§ Data to process
________________________________________

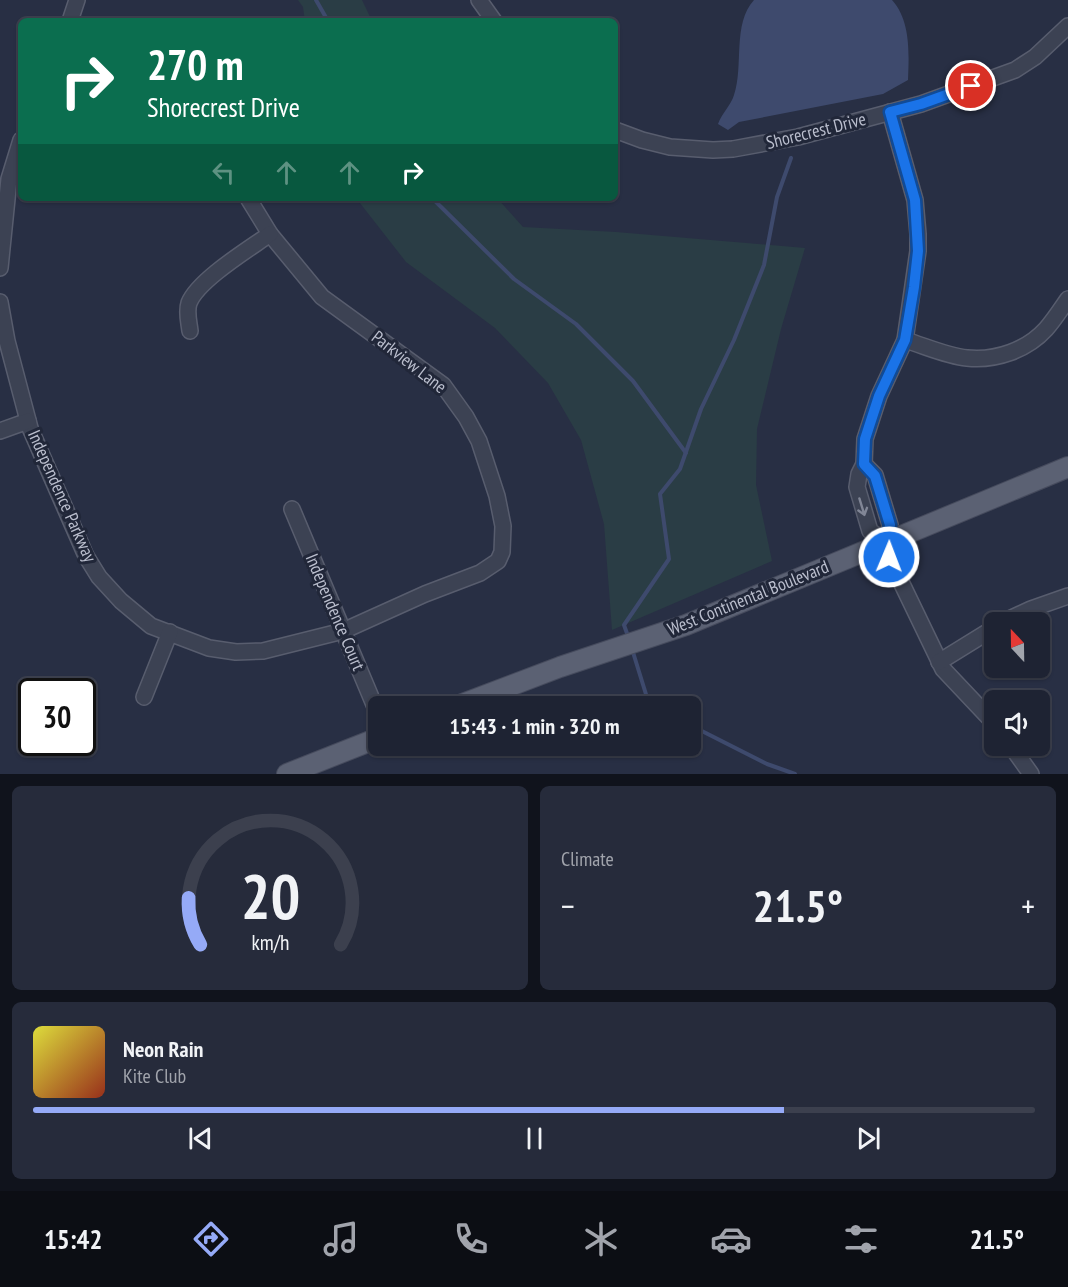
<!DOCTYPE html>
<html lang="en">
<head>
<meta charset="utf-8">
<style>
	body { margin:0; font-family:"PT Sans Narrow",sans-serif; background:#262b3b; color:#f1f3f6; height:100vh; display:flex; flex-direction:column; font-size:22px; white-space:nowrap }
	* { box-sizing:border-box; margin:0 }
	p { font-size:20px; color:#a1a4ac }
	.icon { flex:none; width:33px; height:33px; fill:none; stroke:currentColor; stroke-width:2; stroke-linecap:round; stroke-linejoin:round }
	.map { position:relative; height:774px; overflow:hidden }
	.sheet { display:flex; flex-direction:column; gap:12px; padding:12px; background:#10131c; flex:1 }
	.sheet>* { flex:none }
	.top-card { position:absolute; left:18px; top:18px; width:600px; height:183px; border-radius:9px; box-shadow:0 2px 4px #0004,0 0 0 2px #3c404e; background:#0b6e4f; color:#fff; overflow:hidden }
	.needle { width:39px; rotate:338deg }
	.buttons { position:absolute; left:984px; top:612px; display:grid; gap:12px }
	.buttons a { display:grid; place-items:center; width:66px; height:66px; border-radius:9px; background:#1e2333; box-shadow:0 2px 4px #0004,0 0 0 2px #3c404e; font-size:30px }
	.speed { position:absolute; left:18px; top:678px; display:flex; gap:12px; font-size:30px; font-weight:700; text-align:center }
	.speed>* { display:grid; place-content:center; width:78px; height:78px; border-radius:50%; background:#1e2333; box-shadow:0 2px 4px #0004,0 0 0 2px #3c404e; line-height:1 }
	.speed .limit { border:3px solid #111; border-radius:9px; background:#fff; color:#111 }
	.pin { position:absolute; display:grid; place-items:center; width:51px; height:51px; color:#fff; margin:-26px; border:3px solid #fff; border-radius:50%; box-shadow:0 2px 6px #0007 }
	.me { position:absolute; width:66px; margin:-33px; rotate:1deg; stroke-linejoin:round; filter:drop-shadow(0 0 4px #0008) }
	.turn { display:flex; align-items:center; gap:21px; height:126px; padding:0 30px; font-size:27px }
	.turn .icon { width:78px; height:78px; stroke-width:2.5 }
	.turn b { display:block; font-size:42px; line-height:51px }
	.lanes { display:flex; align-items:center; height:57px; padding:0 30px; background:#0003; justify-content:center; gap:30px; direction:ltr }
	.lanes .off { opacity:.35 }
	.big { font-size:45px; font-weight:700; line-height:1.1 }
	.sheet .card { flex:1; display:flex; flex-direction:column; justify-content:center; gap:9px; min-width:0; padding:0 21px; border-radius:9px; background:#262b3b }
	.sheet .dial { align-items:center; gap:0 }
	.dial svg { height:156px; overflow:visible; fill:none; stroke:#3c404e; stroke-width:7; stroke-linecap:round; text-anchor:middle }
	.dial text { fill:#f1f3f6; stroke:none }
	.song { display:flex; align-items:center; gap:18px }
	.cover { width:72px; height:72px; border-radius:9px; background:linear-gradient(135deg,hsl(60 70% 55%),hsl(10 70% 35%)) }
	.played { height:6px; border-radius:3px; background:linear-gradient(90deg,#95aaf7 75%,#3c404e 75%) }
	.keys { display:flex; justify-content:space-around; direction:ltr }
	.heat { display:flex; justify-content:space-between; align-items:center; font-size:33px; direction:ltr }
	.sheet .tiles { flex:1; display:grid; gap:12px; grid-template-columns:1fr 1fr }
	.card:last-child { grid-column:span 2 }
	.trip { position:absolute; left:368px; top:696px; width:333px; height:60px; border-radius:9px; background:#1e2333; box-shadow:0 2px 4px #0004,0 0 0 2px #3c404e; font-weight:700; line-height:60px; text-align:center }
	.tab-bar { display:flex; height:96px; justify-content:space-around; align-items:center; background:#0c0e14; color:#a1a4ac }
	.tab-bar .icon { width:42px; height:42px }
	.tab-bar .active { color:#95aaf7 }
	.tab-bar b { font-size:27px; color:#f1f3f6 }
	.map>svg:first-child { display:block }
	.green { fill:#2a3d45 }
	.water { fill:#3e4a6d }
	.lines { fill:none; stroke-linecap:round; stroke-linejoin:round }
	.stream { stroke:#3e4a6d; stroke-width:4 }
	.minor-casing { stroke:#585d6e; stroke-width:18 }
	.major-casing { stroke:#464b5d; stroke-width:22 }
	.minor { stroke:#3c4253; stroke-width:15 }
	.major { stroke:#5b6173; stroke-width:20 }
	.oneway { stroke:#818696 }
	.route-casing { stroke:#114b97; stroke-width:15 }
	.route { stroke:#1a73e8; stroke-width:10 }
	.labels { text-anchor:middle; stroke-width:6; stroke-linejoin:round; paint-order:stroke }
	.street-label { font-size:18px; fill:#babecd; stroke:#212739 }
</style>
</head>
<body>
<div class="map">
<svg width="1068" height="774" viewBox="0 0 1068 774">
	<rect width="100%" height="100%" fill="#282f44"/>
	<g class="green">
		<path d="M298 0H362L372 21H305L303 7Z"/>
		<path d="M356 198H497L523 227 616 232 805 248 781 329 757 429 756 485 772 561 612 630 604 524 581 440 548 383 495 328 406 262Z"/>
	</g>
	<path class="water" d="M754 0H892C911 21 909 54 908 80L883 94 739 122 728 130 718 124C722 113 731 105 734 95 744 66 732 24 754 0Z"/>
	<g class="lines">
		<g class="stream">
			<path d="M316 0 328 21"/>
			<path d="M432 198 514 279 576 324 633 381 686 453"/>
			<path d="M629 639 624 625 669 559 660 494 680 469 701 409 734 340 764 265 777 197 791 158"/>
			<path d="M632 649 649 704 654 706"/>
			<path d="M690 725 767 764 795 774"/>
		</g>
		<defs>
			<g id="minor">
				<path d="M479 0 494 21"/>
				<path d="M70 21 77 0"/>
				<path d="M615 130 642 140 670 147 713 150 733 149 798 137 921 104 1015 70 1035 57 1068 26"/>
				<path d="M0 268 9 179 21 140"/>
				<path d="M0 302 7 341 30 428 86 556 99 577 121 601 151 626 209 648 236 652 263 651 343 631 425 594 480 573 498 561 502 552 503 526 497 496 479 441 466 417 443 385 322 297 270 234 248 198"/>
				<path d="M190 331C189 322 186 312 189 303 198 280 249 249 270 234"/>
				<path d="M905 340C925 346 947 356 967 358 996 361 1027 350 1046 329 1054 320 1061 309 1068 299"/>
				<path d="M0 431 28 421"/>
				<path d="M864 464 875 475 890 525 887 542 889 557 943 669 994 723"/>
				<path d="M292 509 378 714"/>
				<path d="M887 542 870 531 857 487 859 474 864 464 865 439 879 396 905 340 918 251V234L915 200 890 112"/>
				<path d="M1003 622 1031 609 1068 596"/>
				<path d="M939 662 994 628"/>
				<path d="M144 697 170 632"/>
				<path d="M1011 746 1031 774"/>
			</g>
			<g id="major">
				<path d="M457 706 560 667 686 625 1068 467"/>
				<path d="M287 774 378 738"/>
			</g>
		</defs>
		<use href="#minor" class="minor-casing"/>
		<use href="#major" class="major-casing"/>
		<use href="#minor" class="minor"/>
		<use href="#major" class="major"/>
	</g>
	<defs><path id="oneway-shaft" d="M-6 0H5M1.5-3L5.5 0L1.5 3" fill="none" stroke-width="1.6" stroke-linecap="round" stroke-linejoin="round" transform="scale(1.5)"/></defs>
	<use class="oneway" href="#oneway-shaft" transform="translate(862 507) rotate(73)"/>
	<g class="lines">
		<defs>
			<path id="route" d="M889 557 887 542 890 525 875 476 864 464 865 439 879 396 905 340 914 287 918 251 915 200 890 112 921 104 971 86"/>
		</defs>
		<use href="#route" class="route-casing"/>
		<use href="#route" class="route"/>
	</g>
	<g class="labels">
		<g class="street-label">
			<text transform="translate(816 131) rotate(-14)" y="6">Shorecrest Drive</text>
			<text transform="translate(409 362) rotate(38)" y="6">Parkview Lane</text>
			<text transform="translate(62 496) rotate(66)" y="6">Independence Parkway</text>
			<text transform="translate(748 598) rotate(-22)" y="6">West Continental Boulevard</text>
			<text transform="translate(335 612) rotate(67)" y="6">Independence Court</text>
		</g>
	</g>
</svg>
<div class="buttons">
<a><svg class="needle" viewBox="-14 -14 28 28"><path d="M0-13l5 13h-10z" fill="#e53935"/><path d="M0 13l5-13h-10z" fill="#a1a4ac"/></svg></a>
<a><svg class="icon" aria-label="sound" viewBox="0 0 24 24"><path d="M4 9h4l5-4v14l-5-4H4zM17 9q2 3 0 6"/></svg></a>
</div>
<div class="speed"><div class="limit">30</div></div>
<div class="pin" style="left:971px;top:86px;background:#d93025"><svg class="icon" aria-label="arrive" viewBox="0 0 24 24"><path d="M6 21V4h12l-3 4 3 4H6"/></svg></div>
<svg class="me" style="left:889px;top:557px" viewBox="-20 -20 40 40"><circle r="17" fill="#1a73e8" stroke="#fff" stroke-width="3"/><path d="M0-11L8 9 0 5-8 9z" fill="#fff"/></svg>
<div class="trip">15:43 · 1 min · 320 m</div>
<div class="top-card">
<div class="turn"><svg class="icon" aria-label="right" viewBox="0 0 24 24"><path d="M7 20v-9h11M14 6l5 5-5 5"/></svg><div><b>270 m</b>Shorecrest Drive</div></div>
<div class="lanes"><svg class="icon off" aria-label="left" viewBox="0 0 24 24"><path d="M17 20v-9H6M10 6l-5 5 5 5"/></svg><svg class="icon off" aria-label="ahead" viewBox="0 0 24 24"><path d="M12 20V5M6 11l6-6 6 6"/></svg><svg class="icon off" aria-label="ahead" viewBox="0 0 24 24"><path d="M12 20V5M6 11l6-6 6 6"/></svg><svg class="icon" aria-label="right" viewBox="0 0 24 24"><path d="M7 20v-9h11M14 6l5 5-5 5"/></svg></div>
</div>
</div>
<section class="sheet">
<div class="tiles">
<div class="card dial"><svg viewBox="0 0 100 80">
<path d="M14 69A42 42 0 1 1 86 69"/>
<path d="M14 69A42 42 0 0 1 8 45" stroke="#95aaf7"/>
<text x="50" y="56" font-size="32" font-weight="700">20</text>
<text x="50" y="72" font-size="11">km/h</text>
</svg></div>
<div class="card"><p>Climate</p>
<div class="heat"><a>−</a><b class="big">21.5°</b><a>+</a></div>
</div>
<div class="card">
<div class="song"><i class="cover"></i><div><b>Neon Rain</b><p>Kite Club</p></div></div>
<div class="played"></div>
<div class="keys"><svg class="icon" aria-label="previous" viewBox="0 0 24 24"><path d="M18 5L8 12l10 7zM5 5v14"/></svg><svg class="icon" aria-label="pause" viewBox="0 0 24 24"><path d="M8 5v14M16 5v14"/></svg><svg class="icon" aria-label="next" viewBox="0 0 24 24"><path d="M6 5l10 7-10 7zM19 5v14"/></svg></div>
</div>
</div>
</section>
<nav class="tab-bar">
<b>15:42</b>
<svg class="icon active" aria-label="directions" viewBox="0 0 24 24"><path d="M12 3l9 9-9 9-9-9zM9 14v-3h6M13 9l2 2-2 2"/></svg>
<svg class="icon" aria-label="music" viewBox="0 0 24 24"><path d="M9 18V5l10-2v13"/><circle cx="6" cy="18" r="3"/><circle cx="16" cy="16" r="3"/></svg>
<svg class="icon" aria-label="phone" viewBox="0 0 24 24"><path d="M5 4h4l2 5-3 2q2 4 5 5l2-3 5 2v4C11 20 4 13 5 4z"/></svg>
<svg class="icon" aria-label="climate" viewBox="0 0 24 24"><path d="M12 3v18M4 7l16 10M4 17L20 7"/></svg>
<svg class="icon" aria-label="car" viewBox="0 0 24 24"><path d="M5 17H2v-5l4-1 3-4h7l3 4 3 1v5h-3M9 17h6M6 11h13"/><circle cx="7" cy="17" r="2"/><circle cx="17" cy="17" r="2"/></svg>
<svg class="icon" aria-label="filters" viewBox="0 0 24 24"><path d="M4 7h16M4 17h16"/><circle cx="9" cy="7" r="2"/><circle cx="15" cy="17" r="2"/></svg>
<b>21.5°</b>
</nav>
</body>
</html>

________________________________________

§ What the task asks
The lines needed run from the first line of the records through the line containing "border:3px solid #111;", both included. Restate them word for word, without pictures.

§ Answer section
<!DOCTYPE html>
<html lang="en">
<head>
<meta charset="utf-8">
<style>
	body { margin:0; font-family:"PT Sans Narrow",sans-serif; background:#262b3b; color:#f1f3f6; height:100vh; display:flex; flex-direction:column; font-size:22px; white-space:nowrap }
	* { box-sizing:border-box; margin:0 }
	p { font-size:20px; color:#a1a4ac }
	.icon { flex:none; width:33px; height:33px; fill:none; stroke:currentColor; stroke-width:2; stroke-linecap:round; stroke-linejoin:round }
	.map { position:relative; height:774px; overflow:hidden }
	.sheet { display:flex; flex-direction:column; gap:12px; padding:12px; background:#10131c; flex:1 }
	.sheet>* { flex:none }
	.top-card { position:absolute; left:18px; top:18px; width:600px; height:183px; border-radius:9px; box-shadow:0 2px 4px #0004,0 0 0 2px #3c404e; background:#0b6e4f; color:#fff; overflow:hidden }
	.needle { width:39px; rotate:338deg }
	.buttons { position:absolute; left:984px; top:612px; display:grid; gap:12px }
	.buttons a { display:grid; place-items:center; width:66px; height:66px; border-radius:9px; background:#1e2333; box-shadow:0 2px 4px #0004,0 0 0 2px #3c404e; font-size:30px }
	.speed { position:absolute; left:18px; top:678px; display:flex; gap:12px; font-size:30px; font-weight:700; text-align:center }
	.speed>* { display:grid; place-content:center; width:78px; height:78px; border-radius:50%; background:#1e2333; box-shadow:0 2px 4px #0004,0 0 0 2px #3c404e; line-height:1 }
	.speed .limit { border:3px solid #111; border-radius:9px; background:#fff; color:#111 }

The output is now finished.